Each business decides for itself how to put together its TV package — there is no single correct answer:

  • Commercials — the company’s own adverts, presentations and promotional offers.
  • Background music — if you simply want to create a pleasant atmosphere without active video content.
  • TV programmes — news, entertainment or English-language channels, depending on the venue’s audience.
  • A mix — a combination of several options, for example, alternating between your own adverts and TV channels.

However, the simplest and, at the same time, safest option is IPTV from a provider who can confirm, via an official contract, the right to retransmit or create a personalised package of TV channels. This removes legal risks for the business and shifts the responsibility for licensing to the service provider.

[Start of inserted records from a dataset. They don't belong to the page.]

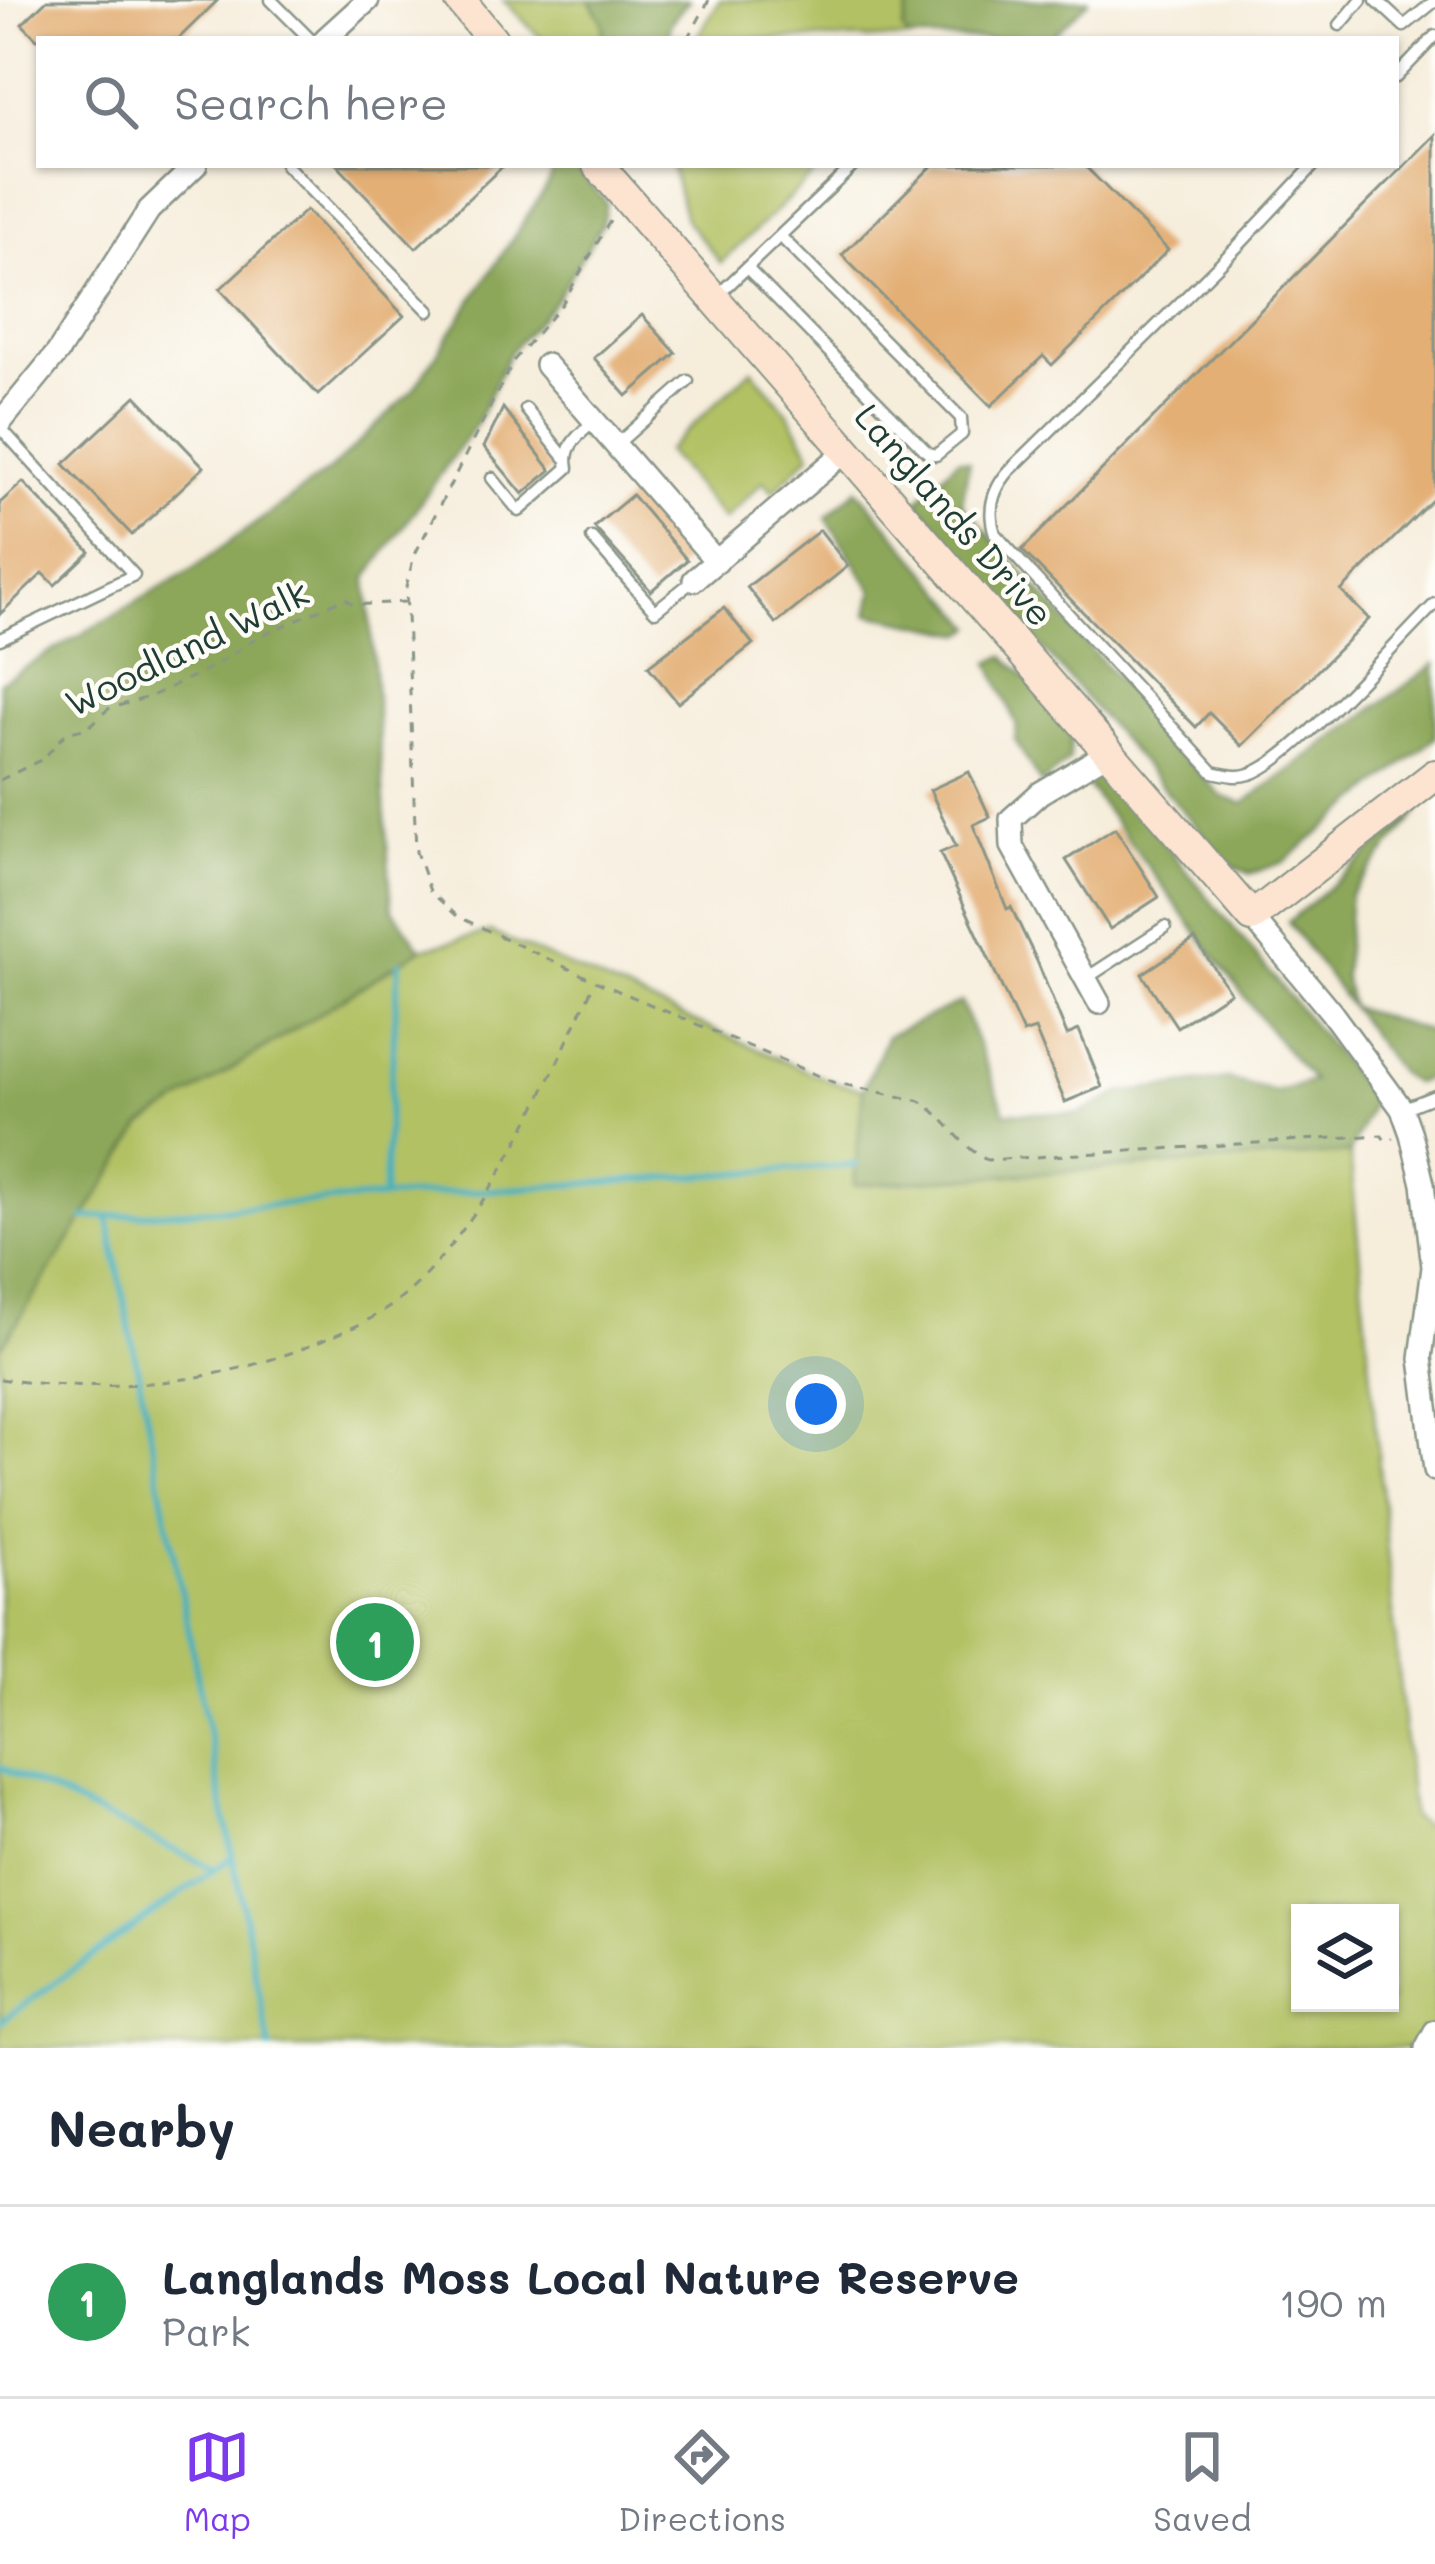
<!DOCTYPE html>
<style>
body{margin:0;font-family:Mali,sans-serif;background:#f6f6f7;color:#1f2937}
.controls{position:absolute;right:36px;bottom:36px;display:grid;overflow:hidden;border-radius:0px;box-shadow:0 3px 9px #0004}
.controls button{width:108px;height:108px;display:grid;place-items:center;padding:0;border:0;border-bottom:3px solid #e0e1e3;background:#fff;color:#1f2937;font:60px sans-serif}
.you{position:absolute;left:816px;top:1404px;width:42px;height:42px;margin:-30px;border:9px solid #fff;border-radius:50%;background:#1a73e8;box-shadow:0 0 0 18px #1a73e833}
.badge{display:grid;place-items:center;width:78px;height:78px;border-radius:50%;background:#7c3aed;color:#fff;font-size:39px;font-weight:700}
.pin{position:absolute;translate:-50% -50%;border:6px solid #fff;box-shadow:0 3px 12px #0006}
.list{margin:0;padding:0;list-style:none}
h2{display:flex;justify-content:space-between;align-items:center;height:156px;margin:0;padding:0 48px;font-size:51px}
h2 small{font-size:39px;font-weight:400;color:#747a83}
.list li{display:grid;grid-template-columns:78px 1fr auto;gap:36px;align-items:center;box-sizing:border-box;height:192px;padding:0 48px;border-top:3px solid #e0e1e3}
.list b{display:block;font-size:45px;white-space:nowrap}
.list p{margin:0;font-size:39px;white-space:nowrap;color:#747a83}
.list em{font-size:39px;font-style:normal;color:#747a83}
.icon{flex:none;width:66px;height:66px;fill:none;stroke:currentColor;stroke-width:2;stroke-linecap:round;stroke-linejoin:round}
.map{position:relative;flex:none;width:1435px;height:2048px;overflow:hidden}
.search{position:absolute;background:#fff;box-shadow:0 3px 9px #0004;left:36px;right:36px;top:36px;height:132px;display:flex;align-items:center;gap:30px;box-sizing:border-box;padding:0 42px;border-radius:0px;color:#747a83;font-size:45px}
.sheet{height:348px;background:#fff}
nav{display:flex;justify-content:space-around;align-items:center;box-sizing:border-box;height:168px;border-top:3px solid #e0e1e3;background:#fff;font-size:33px;color:#747a83}
nav a{display:grid;justify-items:center;gap:6px}
nav .on{color:#7c3aed}
.map>svg:first-child{display:block}
.green{fill:#b2c164;stroke:#687f4c;stroke-width:3;fill-rule:evenodd}
.forest{fill:#8da75a;stroke:#567247;stroke-width:3}
.lines{fill:none;stroke-linecap:round;stroke-linejoin:round}
.stream{stroke:#42b0be;stroke-width:6}
.building{fill:#e3af75}
.lane-casing{stroke:#8a9588;stroke-width:15}
.street-casing{stroke:#8a9588;stroke-width:26}
.secondary-casing{stroke:#8a9588;stroke-width:34}
.path{stroke:#8a9588;stroke-width:3;stroke-dasharray:9 9;stroke-linecap:butt}
.lane{stroke:#fff;stroke-width:10}
.street{stroke:#fff;stroke-width:21}
.secondary{stroke:#fde4d1;stroke-width:30}
.labels{text-anchor:middle;stroke-width:9;stroke-linejoin:round;paint-order:stroke}
.street-label{font-size:36px;fill:#1f3d34;stroke:#fdfcf7}
</style>
<div class="map">
<svg width="1435" height="2048" viewBox="0 0 1435 2048">
<rect width="100%" height="100%" fill="#fdfcf7"/>
<filter id="ink" filterUnits="userSpaceOnUse"><feTurbulence type="fractalNoise" baseFrequency=".00833" numOctaves="2"/><feDisplacementMap in="SourceGraphic" scale="24" xChannelSelector="R" yChannelSelector="G"/><feConvolveMatrix kernelMatrix="1 2 1 2 8 2 1 2 1" color-interpolation-filters="sRGB"/></filter>
<filter id="wash" filterUnits="userSpaceOnUse"><feTurbulence type="fractalNoise" baseFrequency=".004" numOctaves="4" result="noise"/><feDisplacementMap in="SourceGraphic" scale="48" xChannelSelector="R" yChannelSelector="G"/><feGaussianBlur stdDeviation="2.7" result="paint"/><feColorMatrix in="noise" values="0 0 0 0 0 0 0 0 0 0 0 0 0 0 0 0 0 1.4 0 .05"/><feComposite in="paint" operator="in"/></filter>
<g filter="url(#wash)">
<rect width="100%" height="100%" fill="#f6eddb"/>
<path class="green" d="M503,0H590L603,22V39H542Z
M720,0H911L903,29L909,39H696Z
M671,165H824L721,263L685,219Z
M752,369L789,414L811,454L773,492L764,481L724,520L666,451Z
M490,932L833,1082L863,1089L855,1185L1350,1153L1412,1817L1435,1831V2048H0V1349L143,1125L421,949ZM1300,1913H1390V2003H1300Z"/>
<path class="forest" d="M590,0H689L671,22L668,39H603V22Z
M911,0H1088L1089,1L1049,39H909L903,30Z
M554,165H572L607,203L602,224L554,302L509,353L476,424L367,578L392,908L421,949L143,1125L0,1349V682L191,570L330,470L413,390L549,183Z
M958,459L969,461L962,504L1221,796L1243,804L1435,664V738L1284,862L1250,874L1229,864L916,502Z
M857,489L974,627L965,634L868,614L873,591L826,518Z
M1004,656L1063,713L1072,731L1069,760L1041,784L1015,740L1017,726L990,663Z
M1106,772L1373,1099L1350,1153L854,1185L863,1089L887,1036L961,1002L1005,1112L1079,1114L1121,1093L1228,1079L1275,1092L1313,1081L1271,1032L1081,777Z
M1420,810L1350,894L1344,978L1351,1007L1430,1032L1435,1040V1076L1414,1083L1399,1073L1288,922Z"/>
<g class="lines">
<path class="stream" d="M383,1198L399,963
M108,1217L270,2048
M84,1218L856,1165
M0,1767L214,1869
M0,2022L232,1857"/>
</g>
<g id="blocks">
<path class="building" d="M47,0H218L178,39H37L22,24Z
M1435,135V497L1341,591L1369,619L1242,746L1209,713L1196,727L1022,550Z
M337,165H504L416,248Z
M933,165H1084L1168,250L1052,365L1043,356L991,406L842,255Z
M306,210L404,316L318,395L220,289Z
M642,315L676,353L627,396L594,358Z
M136,396L204,467L132,535L64,464Z
M503,408L551,470L523,494L484,447Z
M23,482L90,552L55,585L43,573L0,614V503Z
M632,495L687,560L651,591L594,527Z
M820,530L848,566L776,624L747,587Z
M724,608L753,644L678,703L648,666Z
M969,772L990,817L973,825L1007,909L1011,907L1037,961L1067,1035L1079,1030L1102,1087L1065,1102L1035,1029L1023,1033L940,853L956,846L930,790Z
M1115,828L1159,897L1110,929L1066,860Z
M1195,939L1230,992L1177,1027L1142,974Z"/>
</g>
</g>
<g filter="url(#ink)">
<use href="#blocks" fill-opacity="0" stroke="#8a9588" stroke-width="3"/>
<g class="lines">
<g class="lane-casing">
<path id="lane" d="M271,0L310,39
M1376,0L1404,26L1435,1
M1340,25L1361,0
M1396,77L1435,36
M286,165L429,311
M1314,165L1238,246L1009,471C993,489 987,510 995,534L1213,772C1226,775 1238,778 1250,774C1293,761 1397,641 1435,604
M747,268L928,453L936,455L962,434L961,418L780,236
M716,297L854,165
M526,409L565,458
M0,427L134,575L0,639
M615,446L688,381
M492,478L519,511L568,468C563,446 579,435 594,421
M592,538L655,611L694,580
M1085,979L1165,927
M1402,1109L1435,1096"/>
</g>
<g class="street-casing">
<path id="street" d="M325,39L368,0
M546,365L717,562
M0,423L58,352L149,210L196,165
M694,580L846,451
M1252,917L1331,1012L1402,1109L1411,1134L1423,1184L1433,1267L1421,1358L1435,1470
M1099,1003L1012,846L1011,819L1040,793L1109,752
M1426,2048L1435,2031"/>
</g>
<g class="secondary-casing">
<path id="secondary" d="M460,0L492,39
M598,165L1252,917L1435,775"/>
</g>
<path class="path" d="M688,39L709,0
M610,221L562,304L514,360L414,556L406,587L416,852L430,891L457,916L595,981L833,1082L920,1101C947,1117 959,1146 987,1160L1381,1135L1385,1140L1394,1138
M0,780L43,759L66,733L88,728L108,709L152,696L214,666L256,638L345,598L354,605L405,602
M0,1379C111,1394 220,1384 324,1340C358,1326 391,1311 417,1284C498,1201 545,1087 594,984"/>
<use href="#lane" class="lane"/>
<use href="#street" class="street"/>
<use href="#secondary" class="secondary"/>
</g>
</g>
<g class="labels">
<g class="street-label">
<text transform="translate(954 515) rotate(49)" y="13">Langlands Drive</text>
<text transform="translate(187 648) rotate(-26)" y="13">Woodland Walk</text>
</g>
</g>
</svg>
<div class="controls">
<button><svg class="icon" aria-label="layers" viewBox="0 0 24 24"><path d="M12 4l9 5-9 5-9-5zM3 14l9 5 9-5"/></svg></button>
</div>
<div class="you"></div>
<div class="pin badge" style="left:375px;top:1642px;background:#2e9e5b">1</div>
<div class="search"><svg class="icon" aria-label="search" viewBox="0 0 24 24"><circle cx="10" cy="10" r="6"/><path d="M15 15l6 6"/></svg>Search here</div>
</div>
<section class="sheet">
<h2>Nearby<small></small></h2>
<ul class="list">
<li><span class="badge" style="background:#2e9e5b">1</span><div><b>Langlands Moss Local Nature Reserve</b><p>Park</p></div><em>190 m</em></li>
</ul>
</section>
<nav>
<a class="on"><svg class="icon" aria-label="map" viewBox="0 0 24 24"><path d="M3 6l6-2 6 2 6-2v14l-6 2-6-2-6 2zM9 4v14M15 6v14"/></svg>Map</a>
<a><svg class="icon" aria-label="directions" viewBox="0 0 24 24"><path d="M12 3l9 9-9 9-9-9zM9 14v-3h6M13 9l2 2-2 2"/></svg>Directions</a>
<a><svg class="icon" aria-label="saved" viewBox="0 0 24 24"><path d="M7 4h10v16l-5-4-5 4z"/></svg>Saved</a>
</nav>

At present, this issue may not seem particularly critical to many business owners — in practice, few people check venues for licences. However, over time, as Ukraine becomes further integrated into the EU, compliance with copyright laws regarding the public broadcast of content is likely to become an increasingly important aspect of doing business. Therefore, giving this matter careful consideration in advance is a sensible proactive step.

How to choose an IPTV provider

When choosing an IPTV provider, there are several points to bear in mind:

  • - broadcast stability (to ensure the screen doesn’t «freeze» just when there are a lot of people in the reception area);
  • - the quality of technical support;
  • - flexibility in channel configuration;
  • - the existence of official licences for public retransmission;
  • - the ability to integrate the service with the office’s existing internet connection.

At Maxnet, interactive TV for business is easy to set up: it works via the company’s existing internet connection, requires no complex equipment and can be easily tailored to the needs of a specific space — whether it’s a small reception area with a few armchairs or a spacious waiting room in a large medical centre. For B2B clients, our specialists immediately select a legally compliant business channel package, so the issue of licensing is resolved right at the connection stage.

IPTV for businesses is no longer just a «telly in the corner», but a fully-fledged digital service that works to enhance the company’s reputation every minute whilst the customer is waiting to be seen. Carefully curated, legally licensed content and the broadcasting of the company’s own information about its services — all of this creates the impression of an attentive, modern and legally compliant company even before the first direct contact with its product.